Still, class action lawsuits filed against major health insurance companies claim that the AI model has failed to undermine the recommendations of flawed physicians, failing to consider the unique needs of patients, forcing some people to put a financial burden of care.
Meanwhile, a doctor survey published by the American Medical Association in February found that 61% believe that AI is “increasing refusal to prior approval, exacerbating avoidable patient harm, and escalating unnecessary waste for the present future.”
Chris Bond, a spokesman for the insurance company's industry group Ahip, told KFF Health News that the organization has “no” to implement commitments made to the government. These include reducing the scope of prior permission and ensuring that communication with patients regarding denials and appeals is easier to understand.
“This is a pilot.”
The Medicare Pilot Program highlights ongoing concerns about advance approvals and raises new approvals.
Private health insurance companies were unclear about how AI is used and how much they use prior permissions, but policy researchers believe that these algorithms are often automatically programmed to deny high-cost care.
“The more expensive it is, the more likely it is to be denied,” said Jennifer Oliva, professor at Maurer Law School of School at Indiana University Bloomington, which focuses on AI regulation and health insurance.

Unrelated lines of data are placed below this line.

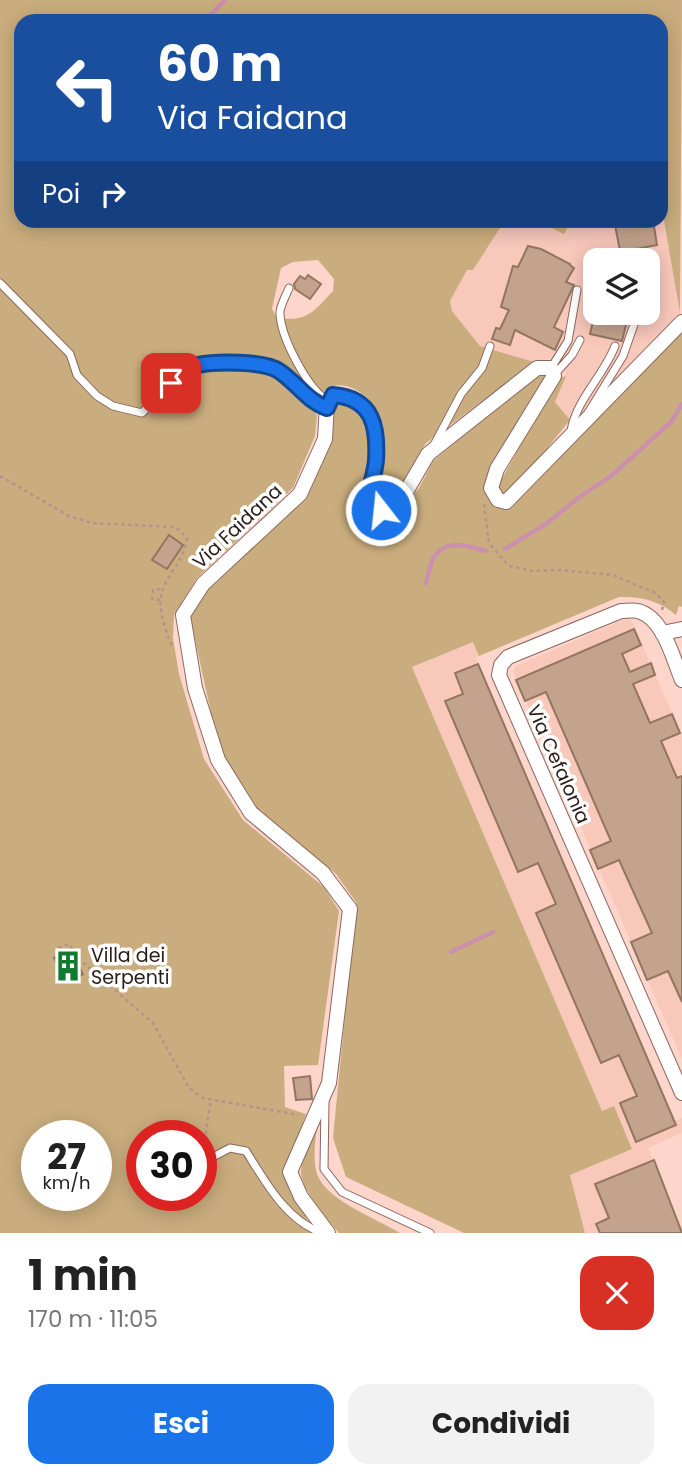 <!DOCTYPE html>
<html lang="it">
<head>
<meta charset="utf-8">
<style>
  :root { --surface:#fff; --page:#f2f2f2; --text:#222; --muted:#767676; --accent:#1a73e8 }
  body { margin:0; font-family:Poppins,sans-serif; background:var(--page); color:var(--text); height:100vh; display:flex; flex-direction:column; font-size:26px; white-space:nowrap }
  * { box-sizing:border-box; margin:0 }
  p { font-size:23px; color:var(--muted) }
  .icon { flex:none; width:38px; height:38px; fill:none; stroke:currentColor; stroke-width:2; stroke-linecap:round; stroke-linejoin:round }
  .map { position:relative; height:1233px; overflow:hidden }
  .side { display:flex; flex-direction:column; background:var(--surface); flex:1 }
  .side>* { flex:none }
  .guide { position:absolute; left:14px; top:14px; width:654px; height:214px; border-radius:21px; box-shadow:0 4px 18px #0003; background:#1a4fa0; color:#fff; overflow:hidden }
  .controls { position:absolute; left:583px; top:248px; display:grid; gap:14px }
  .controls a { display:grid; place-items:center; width:77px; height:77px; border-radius:14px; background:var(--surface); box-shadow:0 4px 18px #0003; font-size:35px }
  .speed { position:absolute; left:21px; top:1120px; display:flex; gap:14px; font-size:35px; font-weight:700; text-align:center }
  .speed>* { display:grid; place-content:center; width:91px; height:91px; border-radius:50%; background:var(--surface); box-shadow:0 4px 18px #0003; line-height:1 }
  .speed small { font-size:18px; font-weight:400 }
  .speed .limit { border:10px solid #d22; background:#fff; color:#111 }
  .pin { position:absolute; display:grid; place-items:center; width:60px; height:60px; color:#fff; margin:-30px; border-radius:14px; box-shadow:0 4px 10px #0006 }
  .me { position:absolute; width:77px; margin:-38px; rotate:344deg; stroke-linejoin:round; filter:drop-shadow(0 0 5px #0008) }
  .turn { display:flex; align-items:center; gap:24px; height:147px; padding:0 28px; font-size:32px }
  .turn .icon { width:91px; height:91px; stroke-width:2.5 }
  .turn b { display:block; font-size:49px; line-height:60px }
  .then { display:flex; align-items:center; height:66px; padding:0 28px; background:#0003; gap:14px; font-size:26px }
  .round { display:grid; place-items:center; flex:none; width:74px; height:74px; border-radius:21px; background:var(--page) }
  .summary { display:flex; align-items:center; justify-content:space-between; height:119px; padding:0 28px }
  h1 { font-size:42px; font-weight:700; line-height:52px }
  .primary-button { display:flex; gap:14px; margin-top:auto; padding:14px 28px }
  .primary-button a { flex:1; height:80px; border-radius:21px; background:var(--accent); color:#fff; font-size:28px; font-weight:700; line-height:80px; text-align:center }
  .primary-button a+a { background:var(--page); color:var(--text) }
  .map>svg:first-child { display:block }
</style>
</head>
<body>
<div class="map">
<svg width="682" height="1233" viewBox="0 0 682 1233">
  <rect width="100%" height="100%" fill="#fed5cb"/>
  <path fill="#f8c8bb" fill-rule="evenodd" d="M662 209 680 313 574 425 555 402 566 374 563 366 549 359 534 362 480 346 452 311 450 301 467 269 488 248 500 228 510 221H537L564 233 572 221 662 220ZM595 261H648V313H595Z
    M630 617 682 736V1059L513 671 516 666Z
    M474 641 479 656 476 658 674 1121 682 1118V1133L648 1148 682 1228V1233H585L570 1174 632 1149 614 1106 602 1112 412 667Z"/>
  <path fill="#caad7e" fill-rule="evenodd" d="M0 0H682L680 313 662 209V21H21V220L509 221 500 228 473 270H467L450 301 452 311 480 346 534 362 425 444 403 491 390 506 377 501C380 463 397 407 352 388 340 383 331 385 322 393L314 385 301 393 317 415 315 436 293 488 197 578 174 615 173 638 179 674 204 759 243 820 324 887 339 911 318 1065 284 1066 285 1107 306 1114 285 1170 313 1233H0ZM318 260 334 279 333 291C313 312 308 322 277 318L272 309 281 268 293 262ZM37 1136H96V1195H37ZM142 1136H201V1195H142Z
    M537 221H572L564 234Z
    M682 332V607L679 606 676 615C660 601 641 596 619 597L479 656 473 642 412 667 602 1111 614 1106 632 1149 570 1175 585 1233H464L346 1177 333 1138 356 902 336 874 258 812 221 758 190 617 205 588 305 496 331 407 335 401 358 407 369 422 371 460 363 496 368 508 379 515 400 512 419 488 433 461 539 373 548 374 491 467C486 480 481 489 490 502L503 507H512Z
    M566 376 555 402 570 420 511 493 503 494 498 486 557 378Z
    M318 1119C316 1134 312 1160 317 1174 326 1200 377 1219 400 1233H339C328 1220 301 1189 301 1172 302 1155 312 1135 318 1119Z"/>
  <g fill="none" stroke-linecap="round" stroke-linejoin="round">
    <path stroke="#ca90ac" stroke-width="4.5" d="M205 21 225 0
      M505 549 546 524 578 498 611 476 671 422 682 404
      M426 583C428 576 430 563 434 557 447 538 468 546 486 551
      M451 952 493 932"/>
  </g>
  <path fill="#c3a38d" stroke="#937560" stroke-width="2" d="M641 220H653L657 245 636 249 638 261H622L615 225Z
    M528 246 541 249 570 264V265L574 268 566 282 574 285 554 327 563 332 555 350 515 330 510 345 492 339 496 328 500 329 509 310 501 307 513 266 518 267Z
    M308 275 321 284 310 299 295 289 294 284 300 276 305 279Z
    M595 313H629L622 341 590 334Z
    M169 535 183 545 167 569 152 560Z
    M634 629 641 645 622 654 630 672 651 663 655 675 633 684 650 723 672 714 680 733 661 741 677 778 682 776V1002L668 971 647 980 631 942 652 933 619 860 598 869 590 850 611 841 546 692 525 701 516 680Z
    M478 664 676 1125 636 1142 620 1103 637 1096 619 1055 601 1063 536 913 556 904 538 863 518 872 445 701 463 694 455 673Z
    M69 950 83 974 68 982 54 958Z
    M310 1076 312 1099 296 1100 293 1078Z
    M654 1160 682 1233H600L596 1224 609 1218 595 1184Z"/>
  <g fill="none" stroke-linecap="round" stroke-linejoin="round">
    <g stroke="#8b675e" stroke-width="9">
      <path id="service" d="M0 283 70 354 77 375 97 396 113 406 142 413 171 383 195 365 226 362 277 369 295 384 313 403 326 408
        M289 288C286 296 279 307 280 314 281 337 308 391 329 401
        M551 368 568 341 577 290
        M554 375 572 355 580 340
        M588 413 623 356 638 313
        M571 431C576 400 604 375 615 346
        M433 447 461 394 482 368 490 346
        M325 1101 324 1169 342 1192 430 1233
        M205 1171 211 1158 230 1148 246 1151C266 1183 286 1220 322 1233"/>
    </g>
    <g stroke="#8b675e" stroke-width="16">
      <path id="minor" d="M662 633 682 629
        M682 680C673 659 664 618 638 611 633 610 626 611 621 611L508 657 501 665 499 675 682 1093
        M328 1233 301 1197 290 1172 329 1083 350 909 323 873 251 813 218 760 195 688 183 615 203 584 300 494 325 439 327 404 333 395C373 398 378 427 376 461 375 474 369 486 370 500L385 512 397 507 428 454 537 368H551L554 376 497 469 491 488 498 500 506 502 682 322"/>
    </g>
    <path stroke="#b3948c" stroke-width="2.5" stroke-dasharray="3.5 3.5" stroke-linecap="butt" d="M0 476 69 516 92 523 176 527 187 538C181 576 149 579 165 627 167 634 169 641 173 647
      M484 504 489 543 509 566 532 571 561 570 613 575 655 593 664 602 662 610
      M160 600 152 599 153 590 161 589
      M61 954 58 948 69 944 77 957 153 1023 189 1088 203 1098 299 1115
      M207 1148 206 1130 211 1100"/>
    <use href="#service" stroke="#fff" stroke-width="7"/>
    <use href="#minor" stroke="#fff" stroke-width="14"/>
  </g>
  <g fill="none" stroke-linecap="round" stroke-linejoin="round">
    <g stroke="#114b97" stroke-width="18">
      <path id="route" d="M171 383C179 378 189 367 198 365 216 361 264 361 279 371 297 383 307 401 327 408L333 395C373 398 378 427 376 460 375 474 369 486 370 499L381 510"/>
    </g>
    <use href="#route" stroke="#1a73e8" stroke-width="12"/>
  </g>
  <defs>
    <g id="building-bare" transform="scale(2.415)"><path d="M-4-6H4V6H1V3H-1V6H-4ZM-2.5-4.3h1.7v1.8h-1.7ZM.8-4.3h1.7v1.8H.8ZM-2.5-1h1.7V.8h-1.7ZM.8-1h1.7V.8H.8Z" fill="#0f7b2f" stroke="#fff" stroke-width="2.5" paint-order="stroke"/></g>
  </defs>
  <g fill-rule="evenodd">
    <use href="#building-bare" x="68" y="966"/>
  </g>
  <g text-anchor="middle" stroke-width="7" stroke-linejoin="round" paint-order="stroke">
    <g font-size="19" fill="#2a1c18" stroke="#fff">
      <text transform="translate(237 526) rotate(-43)" y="7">Via Faidana</text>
      <text transform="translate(559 764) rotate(66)" y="7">Via Cefalonia</text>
    </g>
    <g font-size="19" fill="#2a1c18" stroke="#fff" text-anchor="start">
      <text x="91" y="962">Villa dei<tspan x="91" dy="22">Serpenti</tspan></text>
    </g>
  </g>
</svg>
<div class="controls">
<a><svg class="icon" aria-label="layers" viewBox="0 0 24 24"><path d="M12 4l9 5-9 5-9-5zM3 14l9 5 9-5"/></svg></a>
</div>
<div class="speed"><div>27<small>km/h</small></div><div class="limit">30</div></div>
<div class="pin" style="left:171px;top:383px;background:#d93025"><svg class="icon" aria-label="arrive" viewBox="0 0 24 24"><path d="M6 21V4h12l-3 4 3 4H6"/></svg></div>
<svg class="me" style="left:381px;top:510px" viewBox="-20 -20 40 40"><circle r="17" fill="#1a73e8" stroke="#fff" stroke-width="3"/><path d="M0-11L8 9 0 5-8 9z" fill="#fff"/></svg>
<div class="guide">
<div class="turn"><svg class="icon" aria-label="left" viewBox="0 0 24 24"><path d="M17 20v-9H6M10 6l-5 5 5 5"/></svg><div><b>60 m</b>Via Faidana</div></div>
<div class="then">Poi<svg class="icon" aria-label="right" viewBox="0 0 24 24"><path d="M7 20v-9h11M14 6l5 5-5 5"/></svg></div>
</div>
</div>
<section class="side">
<div class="summary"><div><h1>1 min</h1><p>170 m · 11:05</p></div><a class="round" style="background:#d93025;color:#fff"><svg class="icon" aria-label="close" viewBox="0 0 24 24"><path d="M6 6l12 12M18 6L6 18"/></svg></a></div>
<div class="primary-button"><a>Esci</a><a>Condividi</a></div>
</section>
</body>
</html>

Oliva explained in a recent paper in the Indiana Law Journal that health insurance companies are “motivated to rely on algorithms” when patients are expected to die within a few years. As time passes and the patient or her provider is forced to sue denial, the chances of a patient dying during the process increase. The longer the appeal, the less likely the health insurance company will pay the claim, Oliva said.
“The first thing is making it very, very difficult for people to get high-cost services,” she said.
With health insurance companies poised to grow in AI use, insurance companies' algorithms represent “regulatory blind spots” and require more scrutiny, said Carmel Shacher, a faculty member at Harvard Law School's Center for Health Law and Policy Innovation.
The clever pilot is an “interesting step” to help Medicare dollars use AI to buy high-quality healthcare, she said. However, the lack of details makes it difficult to determine whether it works.
Politicians are addressing some of the same questions.
“How is this being tested in the first place? How do you make sure it's working and not deny care or create a higher rate of rejection of care?” asked Delbene. Delbene signed an August letter to Oz with other Democrats demanding answers about the AI program. But it's not just the Democrats who are worried.
Murphy, co-chairing the House GOP Doctors Caucus, acknowledged that many doctors are concerned that wise pilots can challenge medical practice if AI algorithms reject the care they recommend.
Meanwhile, both parties supported the measures proposed by Florida Democrat Rep. Lois Frankel, who blocked pilot funding in the Department of Health and Human Services' 2026 budget.
Healthcare AI will remain here, Murphy said, but it is still unclear whether smart pilots will save Medicare money or contribute to the issues posed by prior permission.
“This is a pilot and I'm open to see what happens with this,” Murphy said.